• _GIVEN ENTRIES_

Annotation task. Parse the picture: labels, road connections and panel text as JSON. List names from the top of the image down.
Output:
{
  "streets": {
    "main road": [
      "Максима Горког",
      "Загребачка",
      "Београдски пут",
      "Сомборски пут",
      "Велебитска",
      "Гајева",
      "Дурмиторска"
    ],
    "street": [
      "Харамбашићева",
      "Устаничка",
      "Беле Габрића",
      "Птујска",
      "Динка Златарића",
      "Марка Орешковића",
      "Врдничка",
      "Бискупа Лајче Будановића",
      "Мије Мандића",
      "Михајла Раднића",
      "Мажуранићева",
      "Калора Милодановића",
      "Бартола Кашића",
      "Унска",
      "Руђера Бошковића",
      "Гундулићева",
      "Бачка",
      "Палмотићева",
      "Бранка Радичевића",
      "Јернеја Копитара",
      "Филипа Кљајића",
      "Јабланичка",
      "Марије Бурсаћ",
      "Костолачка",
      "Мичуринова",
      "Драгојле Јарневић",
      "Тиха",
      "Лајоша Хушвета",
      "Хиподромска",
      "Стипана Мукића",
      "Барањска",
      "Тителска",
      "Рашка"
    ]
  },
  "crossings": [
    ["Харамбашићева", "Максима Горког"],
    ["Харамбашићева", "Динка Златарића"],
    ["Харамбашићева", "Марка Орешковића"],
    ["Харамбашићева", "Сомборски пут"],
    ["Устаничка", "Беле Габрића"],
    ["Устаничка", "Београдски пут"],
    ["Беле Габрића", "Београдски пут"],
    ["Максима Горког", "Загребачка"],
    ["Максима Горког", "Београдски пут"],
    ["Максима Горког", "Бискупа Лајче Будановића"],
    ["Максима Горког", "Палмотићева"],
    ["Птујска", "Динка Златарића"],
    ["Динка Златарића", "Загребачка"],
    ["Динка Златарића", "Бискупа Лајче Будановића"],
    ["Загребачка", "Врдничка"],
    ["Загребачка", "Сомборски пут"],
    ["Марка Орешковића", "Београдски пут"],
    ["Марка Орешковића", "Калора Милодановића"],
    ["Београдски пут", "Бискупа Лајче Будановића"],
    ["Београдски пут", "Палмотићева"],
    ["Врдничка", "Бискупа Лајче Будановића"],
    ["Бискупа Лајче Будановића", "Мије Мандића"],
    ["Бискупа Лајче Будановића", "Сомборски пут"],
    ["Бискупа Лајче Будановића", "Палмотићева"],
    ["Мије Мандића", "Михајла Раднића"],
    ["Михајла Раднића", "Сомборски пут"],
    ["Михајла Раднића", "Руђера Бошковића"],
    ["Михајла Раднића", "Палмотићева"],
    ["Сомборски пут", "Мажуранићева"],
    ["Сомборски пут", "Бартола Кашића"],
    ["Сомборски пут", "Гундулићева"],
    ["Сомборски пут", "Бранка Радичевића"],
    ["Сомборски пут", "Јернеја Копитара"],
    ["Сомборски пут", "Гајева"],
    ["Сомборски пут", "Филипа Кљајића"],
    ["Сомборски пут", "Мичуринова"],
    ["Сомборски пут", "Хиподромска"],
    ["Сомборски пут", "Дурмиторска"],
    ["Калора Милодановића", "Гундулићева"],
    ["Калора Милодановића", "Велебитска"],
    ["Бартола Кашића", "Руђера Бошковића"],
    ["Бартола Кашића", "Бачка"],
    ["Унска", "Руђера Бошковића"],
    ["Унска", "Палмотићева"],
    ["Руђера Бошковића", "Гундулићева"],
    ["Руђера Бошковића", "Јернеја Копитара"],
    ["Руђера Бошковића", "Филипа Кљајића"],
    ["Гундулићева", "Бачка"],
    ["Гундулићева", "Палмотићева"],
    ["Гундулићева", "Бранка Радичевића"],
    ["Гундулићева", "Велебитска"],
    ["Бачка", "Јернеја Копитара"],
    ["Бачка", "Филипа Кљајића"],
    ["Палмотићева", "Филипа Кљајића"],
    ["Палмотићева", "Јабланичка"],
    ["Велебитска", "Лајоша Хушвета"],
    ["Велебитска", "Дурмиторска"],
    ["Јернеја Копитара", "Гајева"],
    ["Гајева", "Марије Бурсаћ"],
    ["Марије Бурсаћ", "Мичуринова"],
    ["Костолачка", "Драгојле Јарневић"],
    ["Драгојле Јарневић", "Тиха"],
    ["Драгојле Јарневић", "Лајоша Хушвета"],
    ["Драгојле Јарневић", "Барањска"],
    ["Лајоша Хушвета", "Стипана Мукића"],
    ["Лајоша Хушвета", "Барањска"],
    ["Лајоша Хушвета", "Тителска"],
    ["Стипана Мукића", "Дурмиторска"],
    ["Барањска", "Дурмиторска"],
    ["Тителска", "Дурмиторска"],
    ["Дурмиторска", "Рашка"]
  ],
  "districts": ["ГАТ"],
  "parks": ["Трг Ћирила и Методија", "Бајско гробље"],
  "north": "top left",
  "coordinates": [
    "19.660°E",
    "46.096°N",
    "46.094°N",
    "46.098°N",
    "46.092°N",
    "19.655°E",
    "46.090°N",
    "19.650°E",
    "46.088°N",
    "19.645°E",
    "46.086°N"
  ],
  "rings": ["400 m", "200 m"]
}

• _WORK REQUIRED_
Each line of the material must be copied exactly.

• _SOLVED EXERCISE_
Annotation task. Parse the picture: labels, road connections and panel text as JSON. List names from the top of the image down.
Output:
{
  "streets": {
    "main road": [
      "Максима Горког",
      "Загребачка",
      "Београдски пут",
      "Сомборски пут",
      "Велебитска",
      "Гајева",
      "Дурмиторска"
    ],
    "street": [
      "Харамбашићева",
      "Устаничка",
      "Беле Габрића",
      "Птујска",
      "Динка Златарића",
      "Марка Орешковића",
      "Врдничка",
      "Бискупа Лајче Будановића",
      "Мије Мандића",
      "Михајла Раднића",
      "Мажуранићева",
      "Калора Милодановића",
      "Бартола Кашића",
      "Унска",
      "Руђера Бошковића",
      "Гундулићева",
      "Бачка",
      "Палмотићева",
      "Бранка Радичевића",
      "Јернеја Копитара",
      "Филипа Кљајића",
      "Јабланичка",
      "Марије Бурсаћ",
      "Костолачка",
      "Мичуринова",
      "Драгојле Јарневић",
      "Тиха",
      "Лајоша Хушвета",
      "Хиподромска",
      "Стипана Мукића",
      "Барањска",
      "Тителска",
      "Рашка"
    ]
  },
  "crossings": [
    ["Харамбашићева", "Максима Горког"],
    ["Харамбашићева", "Динка Златарића"],
    ["Харамбашићева", "Марка Орешковића"],
    ["Харамбашићева", "Сомборски пут"],
    ["Устаничка", "Беле Габрића"],
    ["Устаничка", "Београдски пут"],
    ["Беле Габрића", "Београдски пут"],
    ["Максима Горког", "Загребачка"],
    ["Максима Горког", "Београдски пут"],
    ["Максима Горког", "Бискупа Лајче Будановића"],
    ["Максима Горког", "Палмотићева"],
    ["Птујска", "Динка Златарића"],
    ["Динка Златарића", "Загребачка"],
    ["Динка Златарића", "Бискупа Лајче Будановића"],
    ["Загребачка", "Врдничка"],
    ["Загребачка", "Сомборски пут"],
    ["Марка Орешковића", "Београдски пут"],
    ["Марка Орешковића", "Калора Милодановића"],
    ["Београдски пут", "Бискупа Лајче Будановића"],
    ["Београдски пут", "Палмотићева"],
    ["Врдничка", "Бискупа Лајче Будановића"],
    ["Бискупа Лајче Будановића", "Мије Мандића"],
    ["Бискупа Лајче Будановића", "Сомборски пут"],
    ["Бискупа Лајче Будановића", "Палмотићева"],
    ["Мије Мандића", "Михајла Раднића"],
    ["Михајла Раднића", "Сомборски пут"],
    ["Михајла Раднића", "Руђера Бошковића"],
    ["Михајла Раднића", "Палмотићева"],
    ["Сомборски пут", "Мажуранићева"],
    ["Сомборски пут", "Бартола Кашића"],
    ["Сомборски пут", "Гундулићева"],
    ["Сомборски пут", "Бранка Радичевића"],
    ["Сомборски пут", "Јернеја Копитара"],
    ["Сомборски пут", "Гајева"],
    ["Сомборски пут", "Филипа Кљајића"],
    ["Сомборски пут", "Мичуринова"],
    ["Сомборски пут", "Хиподромска"],
    ["Сомборски пут", "Дурмиторска"],
    ["Калора Милодановића", "Гундулићева"],
    ["Калора Милодановића", "Велебитска"],
    ["Бартола Кашића", "Руђера Бошковића"],
    ["Бартола Кашића", "Бачка"],
    ["Унска", "Руђера Бошковића"],
    ["Унска", "Палмотићева"],
    ["Руђера Бошковића", "Гундулићева"],
    ["Руђера Бошковића", "Јернеја Копитара"],
    ["Руђера Бошковића", "Филипа Кљајића"],
    ["Гундулићева", "Бачка"],
    ["Гундулићева", "Палмотићева"],
    ["Гундулићева", "Бранка Радичевића"],
    ["Гундулићева", "Велебитска"],
    ["Бачка", "Јернеја Копитара"],
    ["Бачка", "Филипа Кљајића"],
    ["Палмотићева", "Филипа Кљајића"],
    ["Палмотићева", "Јабланичка"],
    ["Велебитска", "Лајоша Хушвета"],
    ["Велебитска", "Дурмиторска"],
    ["Јернеја Копитара", "Гајева"],
    ["Гајева", "Марије Бурсаћ"],
    ["Марије Бурсаћ", "Мичуринова"],
    ["Костолачка", "Драгојле Јарневић"],
    ["Драгојле Јарневић", "Тиха"],
    ["Драгојле Јарневић", "Лајоша Хушвета"],
    ["Драгојле Јарневић", "Барањска"],
    ["Лајоша Хушвета", "Стипана Мукића"],
    ["Лајоша Хушвета", "Барањска"],
    ["Лајоша Хушвета", "Тителска"],
    ["Стипана Мукића", "Дурмиторска"],
    ["Барањска", "Дурмиторска"],
    ["Тителска", "Дурмиторска"],
    ["Дурмиторска", "Рашка"]
  ],
  "districts": ["ГАТ"],
  "parks": ["Трг Ћирила и Методија", "Бајско гробље"],
  "north": "top left",
  "coordinates": [
    "19.660°E",
    "46.096°N",
    "46.094°N",
    "46.098°N",
    "46.092°N",
    "19.655°E",
    "46.090°N",
    "19.650°E",
    "46.088°N",
    "19.645°E",
    "46.086°N"
  ],
  "rings": ["400 m", "200 m"]
}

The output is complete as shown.